---------- DATA SUPPLIED

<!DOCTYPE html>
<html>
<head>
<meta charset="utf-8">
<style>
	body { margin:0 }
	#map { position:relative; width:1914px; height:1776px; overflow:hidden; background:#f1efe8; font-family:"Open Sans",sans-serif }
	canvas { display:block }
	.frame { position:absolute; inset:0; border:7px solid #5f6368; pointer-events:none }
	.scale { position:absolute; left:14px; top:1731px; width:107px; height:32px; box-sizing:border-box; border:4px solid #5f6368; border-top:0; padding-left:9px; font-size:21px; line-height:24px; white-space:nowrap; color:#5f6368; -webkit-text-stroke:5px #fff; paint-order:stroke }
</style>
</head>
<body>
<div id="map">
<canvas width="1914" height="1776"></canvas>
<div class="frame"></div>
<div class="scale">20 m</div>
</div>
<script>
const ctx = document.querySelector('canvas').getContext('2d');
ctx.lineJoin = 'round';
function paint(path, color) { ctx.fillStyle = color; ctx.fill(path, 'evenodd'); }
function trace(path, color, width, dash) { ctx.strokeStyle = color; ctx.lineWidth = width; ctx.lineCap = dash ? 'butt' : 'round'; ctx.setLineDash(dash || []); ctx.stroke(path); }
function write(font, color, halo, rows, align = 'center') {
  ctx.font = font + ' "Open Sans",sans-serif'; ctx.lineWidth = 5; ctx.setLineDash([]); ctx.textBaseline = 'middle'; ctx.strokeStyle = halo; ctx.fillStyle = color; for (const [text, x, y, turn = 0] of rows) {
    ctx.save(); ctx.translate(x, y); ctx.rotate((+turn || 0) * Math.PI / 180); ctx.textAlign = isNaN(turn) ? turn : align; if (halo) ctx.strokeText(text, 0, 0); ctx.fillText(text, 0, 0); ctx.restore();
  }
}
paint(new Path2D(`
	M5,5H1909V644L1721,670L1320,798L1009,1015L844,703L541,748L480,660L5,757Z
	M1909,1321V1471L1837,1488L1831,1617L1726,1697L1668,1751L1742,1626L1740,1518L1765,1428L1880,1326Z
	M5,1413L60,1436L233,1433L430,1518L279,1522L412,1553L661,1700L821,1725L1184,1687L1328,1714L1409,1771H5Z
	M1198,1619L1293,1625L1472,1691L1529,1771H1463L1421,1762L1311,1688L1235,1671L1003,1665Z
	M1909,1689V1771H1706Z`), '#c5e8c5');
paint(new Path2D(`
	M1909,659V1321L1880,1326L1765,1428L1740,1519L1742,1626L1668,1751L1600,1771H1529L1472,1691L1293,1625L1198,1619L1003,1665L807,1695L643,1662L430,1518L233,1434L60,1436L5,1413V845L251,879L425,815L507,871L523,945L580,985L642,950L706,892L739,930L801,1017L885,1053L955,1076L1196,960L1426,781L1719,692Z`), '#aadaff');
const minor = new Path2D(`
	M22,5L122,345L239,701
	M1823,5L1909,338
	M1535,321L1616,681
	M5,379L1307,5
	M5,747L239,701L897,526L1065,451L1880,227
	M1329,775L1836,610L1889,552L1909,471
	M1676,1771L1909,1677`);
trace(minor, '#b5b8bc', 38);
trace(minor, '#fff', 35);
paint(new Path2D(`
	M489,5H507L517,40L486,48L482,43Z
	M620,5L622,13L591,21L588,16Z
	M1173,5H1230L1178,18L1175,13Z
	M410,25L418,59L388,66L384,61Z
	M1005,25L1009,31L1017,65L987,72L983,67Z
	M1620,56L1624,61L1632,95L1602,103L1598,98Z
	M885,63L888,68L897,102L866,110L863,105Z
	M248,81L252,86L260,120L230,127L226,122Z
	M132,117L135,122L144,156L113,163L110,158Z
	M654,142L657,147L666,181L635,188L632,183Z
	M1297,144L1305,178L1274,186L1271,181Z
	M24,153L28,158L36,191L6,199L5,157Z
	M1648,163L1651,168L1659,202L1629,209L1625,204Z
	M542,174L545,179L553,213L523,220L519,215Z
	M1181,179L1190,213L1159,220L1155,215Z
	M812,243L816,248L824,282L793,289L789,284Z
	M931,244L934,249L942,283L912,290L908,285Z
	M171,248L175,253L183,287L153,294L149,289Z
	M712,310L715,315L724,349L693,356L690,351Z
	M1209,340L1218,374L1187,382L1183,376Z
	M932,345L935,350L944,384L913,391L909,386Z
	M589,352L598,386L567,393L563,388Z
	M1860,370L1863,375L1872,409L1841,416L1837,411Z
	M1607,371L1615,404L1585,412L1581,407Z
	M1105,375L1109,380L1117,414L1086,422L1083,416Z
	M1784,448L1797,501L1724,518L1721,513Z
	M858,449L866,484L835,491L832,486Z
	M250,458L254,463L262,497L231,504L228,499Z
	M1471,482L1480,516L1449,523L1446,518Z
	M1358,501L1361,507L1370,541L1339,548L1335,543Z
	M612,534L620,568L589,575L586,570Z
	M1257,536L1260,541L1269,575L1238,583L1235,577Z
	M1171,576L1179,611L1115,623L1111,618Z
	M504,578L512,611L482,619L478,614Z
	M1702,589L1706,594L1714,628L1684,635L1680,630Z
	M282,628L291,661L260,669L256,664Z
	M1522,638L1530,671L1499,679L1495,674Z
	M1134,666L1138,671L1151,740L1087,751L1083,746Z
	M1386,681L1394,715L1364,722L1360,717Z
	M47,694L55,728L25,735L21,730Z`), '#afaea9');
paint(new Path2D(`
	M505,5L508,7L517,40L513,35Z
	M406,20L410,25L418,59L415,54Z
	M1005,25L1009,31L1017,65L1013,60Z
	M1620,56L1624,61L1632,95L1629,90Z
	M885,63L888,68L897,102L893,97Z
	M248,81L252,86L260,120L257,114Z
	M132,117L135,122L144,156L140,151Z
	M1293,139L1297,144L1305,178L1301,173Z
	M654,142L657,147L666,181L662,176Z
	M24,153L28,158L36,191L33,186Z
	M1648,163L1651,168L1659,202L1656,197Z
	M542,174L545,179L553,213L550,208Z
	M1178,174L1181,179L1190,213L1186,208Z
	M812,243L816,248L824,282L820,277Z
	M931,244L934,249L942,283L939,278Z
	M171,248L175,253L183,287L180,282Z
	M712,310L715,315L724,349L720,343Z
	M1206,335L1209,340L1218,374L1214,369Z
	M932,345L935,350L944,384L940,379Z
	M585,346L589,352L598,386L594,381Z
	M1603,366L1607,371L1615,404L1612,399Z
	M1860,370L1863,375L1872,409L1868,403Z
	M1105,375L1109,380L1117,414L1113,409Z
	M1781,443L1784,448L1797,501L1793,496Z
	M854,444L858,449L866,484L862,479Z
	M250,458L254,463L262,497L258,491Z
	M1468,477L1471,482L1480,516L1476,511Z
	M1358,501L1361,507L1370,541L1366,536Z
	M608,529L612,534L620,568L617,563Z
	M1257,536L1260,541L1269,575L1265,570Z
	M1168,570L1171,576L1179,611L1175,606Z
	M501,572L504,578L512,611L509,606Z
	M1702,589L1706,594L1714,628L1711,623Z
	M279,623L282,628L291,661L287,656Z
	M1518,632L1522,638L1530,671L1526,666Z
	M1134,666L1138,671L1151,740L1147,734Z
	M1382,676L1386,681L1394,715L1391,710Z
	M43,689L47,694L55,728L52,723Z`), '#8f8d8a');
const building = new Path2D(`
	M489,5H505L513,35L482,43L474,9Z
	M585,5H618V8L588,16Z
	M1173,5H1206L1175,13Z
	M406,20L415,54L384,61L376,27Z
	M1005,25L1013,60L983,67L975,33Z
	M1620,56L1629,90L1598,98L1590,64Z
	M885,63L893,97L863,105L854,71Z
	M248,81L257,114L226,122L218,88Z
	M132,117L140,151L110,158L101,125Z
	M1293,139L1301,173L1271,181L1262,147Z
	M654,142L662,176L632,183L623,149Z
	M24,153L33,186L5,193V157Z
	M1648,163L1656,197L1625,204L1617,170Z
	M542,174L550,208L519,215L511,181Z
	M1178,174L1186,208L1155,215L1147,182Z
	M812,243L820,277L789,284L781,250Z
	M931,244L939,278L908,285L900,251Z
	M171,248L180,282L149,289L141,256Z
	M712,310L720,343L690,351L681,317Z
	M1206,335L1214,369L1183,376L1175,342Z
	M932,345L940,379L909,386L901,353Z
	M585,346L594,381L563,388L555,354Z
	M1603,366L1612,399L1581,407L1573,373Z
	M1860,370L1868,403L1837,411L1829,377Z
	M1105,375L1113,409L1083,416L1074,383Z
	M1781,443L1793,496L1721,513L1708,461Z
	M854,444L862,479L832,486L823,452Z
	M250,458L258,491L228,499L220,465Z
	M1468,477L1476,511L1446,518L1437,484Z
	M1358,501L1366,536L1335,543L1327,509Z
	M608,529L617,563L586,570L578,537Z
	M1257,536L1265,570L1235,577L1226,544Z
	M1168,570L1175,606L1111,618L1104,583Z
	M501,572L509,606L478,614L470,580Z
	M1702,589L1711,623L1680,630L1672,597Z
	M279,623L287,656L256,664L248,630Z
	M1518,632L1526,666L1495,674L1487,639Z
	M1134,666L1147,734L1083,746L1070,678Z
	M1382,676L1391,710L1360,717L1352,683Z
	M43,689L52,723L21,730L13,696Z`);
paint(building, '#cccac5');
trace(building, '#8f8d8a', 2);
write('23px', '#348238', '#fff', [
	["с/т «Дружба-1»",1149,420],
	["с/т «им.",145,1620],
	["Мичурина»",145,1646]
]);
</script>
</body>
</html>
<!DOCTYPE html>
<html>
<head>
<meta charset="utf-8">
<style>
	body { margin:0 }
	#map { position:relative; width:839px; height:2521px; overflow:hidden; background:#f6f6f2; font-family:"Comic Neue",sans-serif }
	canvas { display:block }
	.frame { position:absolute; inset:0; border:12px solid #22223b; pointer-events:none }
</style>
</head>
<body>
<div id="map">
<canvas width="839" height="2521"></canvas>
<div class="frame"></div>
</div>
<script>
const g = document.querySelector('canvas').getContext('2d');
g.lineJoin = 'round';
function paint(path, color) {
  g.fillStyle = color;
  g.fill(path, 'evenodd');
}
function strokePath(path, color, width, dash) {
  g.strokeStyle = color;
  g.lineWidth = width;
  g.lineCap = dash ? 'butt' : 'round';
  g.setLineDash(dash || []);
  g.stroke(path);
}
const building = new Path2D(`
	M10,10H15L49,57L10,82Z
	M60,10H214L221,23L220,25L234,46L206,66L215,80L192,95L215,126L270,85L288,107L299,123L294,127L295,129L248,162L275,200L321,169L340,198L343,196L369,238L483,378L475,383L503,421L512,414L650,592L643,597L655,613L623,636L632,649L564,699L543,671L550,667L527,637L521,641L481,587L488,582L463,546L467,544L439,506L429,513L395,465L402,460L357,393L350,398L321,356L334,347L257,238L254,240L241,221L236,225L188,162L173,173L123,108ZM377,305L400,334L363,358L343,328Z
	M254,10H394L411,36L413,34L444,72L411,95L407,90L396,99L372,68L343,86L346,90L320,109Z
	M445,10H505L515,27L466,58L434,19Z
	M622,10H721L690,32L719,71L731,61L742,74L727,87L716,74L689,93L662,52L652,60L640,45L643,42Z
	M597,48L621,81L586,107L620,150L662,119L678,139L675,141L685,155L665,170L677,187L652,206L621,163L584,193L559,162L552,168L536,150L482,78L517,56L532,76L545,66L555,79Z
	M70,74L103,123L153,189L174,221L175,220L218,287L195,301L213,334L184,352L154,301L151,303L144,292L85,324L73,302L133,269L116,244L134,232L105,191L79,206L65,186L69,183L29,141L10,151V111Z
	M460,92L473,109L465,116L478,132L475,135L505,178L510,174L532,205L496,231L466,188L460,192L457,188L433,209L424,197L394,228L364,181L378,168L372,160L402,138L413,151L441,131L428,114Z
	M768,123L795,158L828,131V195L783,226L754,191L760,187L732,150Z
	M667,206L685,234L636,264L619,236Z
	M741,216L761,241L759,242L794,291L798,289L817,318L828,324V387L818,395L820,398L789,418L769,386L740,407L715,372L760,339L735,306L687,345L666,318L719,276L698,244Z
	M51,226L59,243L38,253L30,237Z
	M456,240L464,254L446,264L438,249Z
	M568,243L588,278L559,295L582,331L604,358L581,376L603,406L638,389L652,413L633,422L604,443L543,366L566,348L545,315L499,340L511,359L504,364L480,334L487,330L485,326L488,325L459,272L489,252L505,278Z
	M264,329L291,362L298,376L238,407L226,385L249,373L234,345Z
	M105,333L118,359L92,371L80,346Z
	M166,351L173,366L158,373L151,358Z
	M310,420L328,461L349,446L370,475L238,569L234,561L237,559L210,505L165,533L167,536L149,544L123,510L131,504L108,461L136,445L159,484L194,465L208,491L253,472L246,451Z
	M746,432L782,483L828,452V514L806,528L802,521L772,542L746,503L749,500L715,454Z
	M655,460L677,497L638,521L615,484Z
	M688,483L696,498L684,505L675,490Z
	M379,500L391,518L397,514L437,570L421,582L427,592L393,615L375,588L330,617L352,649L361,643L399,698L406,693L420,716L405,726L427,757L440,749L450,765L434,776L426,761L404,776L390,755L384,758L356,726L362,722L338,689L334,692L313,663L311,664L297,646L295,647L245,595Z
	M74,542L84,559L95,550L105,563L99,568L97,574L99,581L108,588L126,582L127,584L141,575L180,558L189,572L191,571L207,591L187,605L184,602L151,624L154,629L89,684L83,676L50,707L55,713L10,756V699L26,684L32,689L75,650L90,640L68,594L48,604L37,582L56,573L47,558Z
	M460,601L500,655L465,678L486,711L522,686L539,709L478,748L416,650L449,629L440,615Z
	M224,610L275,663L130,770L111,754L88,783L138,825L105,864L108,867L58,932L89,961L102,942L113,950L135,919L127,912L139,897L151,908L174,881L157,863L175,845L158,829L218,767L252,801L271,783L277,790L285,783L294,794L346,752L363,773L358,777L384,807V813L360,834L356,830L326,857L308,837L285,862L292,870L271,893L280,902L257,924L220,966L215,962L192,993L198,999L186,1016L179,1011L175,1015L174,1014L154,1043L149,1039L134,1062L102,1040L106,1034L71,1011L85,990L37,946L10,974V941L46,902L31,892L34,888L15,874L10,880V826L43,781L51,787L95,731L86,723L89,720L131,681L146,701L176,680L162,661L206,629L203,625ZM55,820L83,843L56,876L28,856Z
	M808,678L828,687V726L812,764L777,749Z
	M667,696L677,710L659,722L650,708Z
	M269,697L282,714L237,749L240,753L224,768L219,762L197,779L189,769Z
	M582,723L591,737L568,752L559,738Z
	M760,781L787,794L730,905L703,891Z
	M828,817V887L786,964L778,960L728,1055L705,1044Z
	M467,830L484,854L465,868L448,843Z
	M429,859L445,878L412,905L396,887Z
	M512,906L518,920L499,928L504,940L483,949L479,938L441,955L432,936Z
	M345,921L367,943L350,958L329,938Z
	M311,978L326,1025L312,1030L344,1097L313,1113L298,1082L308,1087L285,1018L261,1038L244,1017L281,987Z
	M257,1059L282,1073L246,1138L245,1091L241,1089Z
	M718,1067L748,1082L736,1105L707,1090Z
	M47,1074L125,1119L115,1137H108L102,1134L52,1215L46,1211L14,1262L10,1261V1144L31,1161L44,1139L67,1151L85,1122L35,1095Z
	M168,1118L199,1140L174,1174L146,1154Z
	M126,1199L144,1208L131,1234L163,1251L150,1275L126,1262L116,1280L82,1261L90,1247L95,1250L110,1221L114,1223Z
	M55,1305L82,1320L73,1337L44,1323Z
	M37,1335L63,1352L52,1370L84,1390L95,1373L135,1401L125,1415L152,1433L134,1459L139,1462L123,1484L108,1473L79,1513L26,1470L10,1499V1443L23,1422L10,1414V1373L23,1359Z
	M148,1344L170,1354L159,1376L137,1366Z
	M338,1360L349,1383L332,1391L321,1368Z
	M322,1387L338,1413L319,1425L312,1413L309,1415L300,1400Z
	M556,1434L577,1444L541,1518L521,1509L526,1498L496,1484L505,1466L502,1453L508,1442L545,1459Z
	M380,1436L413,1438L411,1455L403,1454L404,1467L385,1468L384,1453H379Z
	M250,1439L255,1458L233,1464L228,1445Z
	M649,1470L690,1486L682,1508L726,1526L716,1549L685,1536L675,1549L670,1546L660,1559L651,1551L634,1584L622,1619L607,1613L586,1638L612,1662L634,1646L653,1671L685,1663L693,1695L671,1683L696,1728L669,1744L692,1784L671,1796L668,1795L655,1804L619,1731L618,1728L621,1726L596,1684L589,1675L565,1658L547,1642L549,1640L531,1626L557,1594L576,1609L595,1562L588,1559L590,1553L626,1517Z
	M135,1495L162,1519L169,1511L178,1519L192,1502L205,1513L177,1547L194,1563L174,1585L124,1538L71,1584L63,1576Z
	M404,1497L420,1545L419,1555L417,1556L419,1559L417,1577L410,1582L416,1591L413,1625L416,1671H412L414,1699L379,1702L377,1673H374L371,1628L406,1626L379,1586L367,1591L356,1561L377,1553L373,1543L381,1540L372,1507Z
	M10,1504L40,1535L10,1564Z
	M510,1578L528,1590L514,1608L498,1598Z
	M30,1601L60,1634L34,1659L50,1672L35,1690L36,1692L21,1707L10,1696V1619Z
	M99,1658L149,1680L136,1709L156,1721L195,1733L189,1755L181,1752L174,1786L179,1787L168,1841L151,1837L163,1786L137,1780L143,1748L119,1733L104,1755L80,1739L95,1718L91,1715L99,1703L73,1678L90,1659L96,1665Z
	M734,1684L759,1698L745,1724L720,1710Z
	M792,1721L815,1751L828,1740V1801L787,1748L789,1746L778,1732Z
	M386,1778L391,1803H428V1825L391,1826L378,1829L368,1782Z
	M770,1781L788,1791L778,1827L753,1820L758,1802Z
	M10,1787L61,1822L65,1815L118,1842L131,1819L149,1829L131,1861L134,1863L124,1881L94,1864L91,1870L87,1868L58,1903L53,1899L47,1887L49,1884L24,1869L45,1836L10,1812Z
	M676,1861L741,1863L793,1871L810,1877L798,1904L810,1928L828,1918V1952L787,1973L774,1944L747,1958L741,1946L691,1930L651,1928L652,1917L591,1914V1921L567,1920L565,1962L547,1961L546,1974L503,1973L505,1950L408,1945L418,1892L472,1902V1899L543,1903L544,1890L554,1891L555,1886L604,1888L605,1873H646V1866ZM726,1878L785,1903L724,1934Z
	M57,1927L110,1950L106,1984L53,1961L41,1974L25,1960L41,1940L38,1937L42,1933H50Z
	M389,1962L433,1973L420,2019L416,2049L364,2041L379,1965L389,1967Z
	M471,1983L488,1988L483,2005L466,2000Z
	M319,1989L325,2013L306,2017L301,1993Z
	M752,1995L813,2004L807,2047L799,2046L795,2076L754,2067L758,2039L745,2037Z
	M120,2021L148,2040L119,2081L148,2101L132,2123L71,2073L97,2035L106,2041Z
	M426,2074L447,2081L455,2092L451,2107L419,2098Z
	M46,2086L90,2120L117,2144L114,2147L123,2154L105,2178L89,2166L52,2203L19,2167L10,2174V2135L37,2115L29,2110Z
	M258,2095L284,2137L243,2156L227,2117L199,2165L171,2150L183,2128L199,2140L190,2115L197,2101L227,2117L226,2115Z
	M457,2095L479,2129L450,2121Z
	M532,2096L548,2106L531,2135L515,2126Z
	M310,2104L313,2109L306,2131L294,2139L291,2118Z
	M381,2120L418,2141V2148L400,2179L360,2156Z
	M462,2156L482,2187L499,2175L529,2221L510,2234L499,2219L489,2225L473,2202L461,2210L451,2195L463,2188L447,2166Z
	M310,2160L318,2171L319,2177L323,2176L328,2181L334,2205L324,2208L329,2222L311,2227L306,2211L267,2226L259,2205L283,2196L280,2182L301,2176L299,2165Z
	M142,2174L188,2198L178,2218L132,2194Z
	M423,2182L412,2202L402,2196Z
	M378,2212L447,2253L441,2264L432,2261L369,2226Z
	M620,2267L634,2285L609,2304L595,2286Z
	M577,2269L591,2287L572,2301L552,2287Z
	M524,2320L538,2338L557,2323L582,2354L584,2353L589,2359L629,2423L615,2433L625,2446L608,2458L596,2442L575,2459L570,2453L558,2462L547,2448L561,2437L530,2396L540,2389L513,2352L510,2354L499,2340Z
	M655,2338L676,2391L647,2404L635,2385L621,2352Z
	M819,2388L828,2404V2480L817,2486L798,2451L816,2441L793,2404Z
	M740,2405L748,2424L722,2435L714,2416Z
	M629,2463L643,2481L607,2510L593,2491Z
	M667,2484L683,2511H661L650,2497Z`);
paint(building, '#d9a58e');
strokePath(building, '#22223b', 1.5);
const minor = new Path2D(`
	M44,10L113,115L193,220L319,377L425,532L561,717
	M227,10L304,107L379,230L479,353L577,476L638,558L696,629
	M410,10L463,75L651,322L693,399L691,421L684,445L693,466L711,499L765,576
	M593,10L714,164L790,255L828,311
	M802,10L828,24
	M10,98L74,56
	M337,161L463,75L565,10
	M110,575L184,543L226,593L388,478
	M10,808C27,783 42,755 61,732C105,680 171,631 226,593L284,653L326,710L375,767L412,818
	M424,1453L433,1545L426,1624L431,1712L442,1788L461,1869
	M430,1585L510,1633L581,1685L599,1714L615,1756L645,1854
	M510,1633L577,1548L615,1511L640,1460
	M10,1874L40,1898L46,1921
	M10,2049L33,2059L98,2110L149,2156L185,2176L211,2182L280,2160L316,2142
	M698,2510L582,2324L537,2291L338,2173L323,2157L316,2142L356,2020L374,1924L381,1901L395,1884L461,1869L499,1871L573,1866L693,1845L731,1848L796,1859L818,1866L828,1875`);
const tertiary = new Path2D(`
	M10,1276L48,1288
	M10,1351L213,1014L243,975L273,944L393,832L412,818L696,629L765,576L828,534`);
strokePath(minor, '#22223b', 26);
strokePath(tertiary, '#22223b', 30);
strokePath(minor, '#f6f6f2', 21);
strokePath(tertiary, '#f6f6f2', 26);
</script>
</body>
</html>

--------------------

__TRY IT__.
Please return each line of the data above in which the word "setLineDash" occurs.

__WRITTEN RESPONSE__.
function trace(path, color, width, dash) { ctx.strokeStyle = color; ctx.lineWidth = width; ctx.lineCap = dash ? 'butt' : 'round'; ctx.setLineDash(dash || []); ctx.stroke(path); }
  ctx.font = font + ' "Open Sans",sans-serif'; ctx.lineWidth = 5; ctx.setLineDash([]); ctx.textBaseline = 'middle'; ctx.strokeStyle = halo; ctx.fillStyle = color; for (const [text, x, y, turn = 0] of rows) {
  g.setLineDash(dash || []);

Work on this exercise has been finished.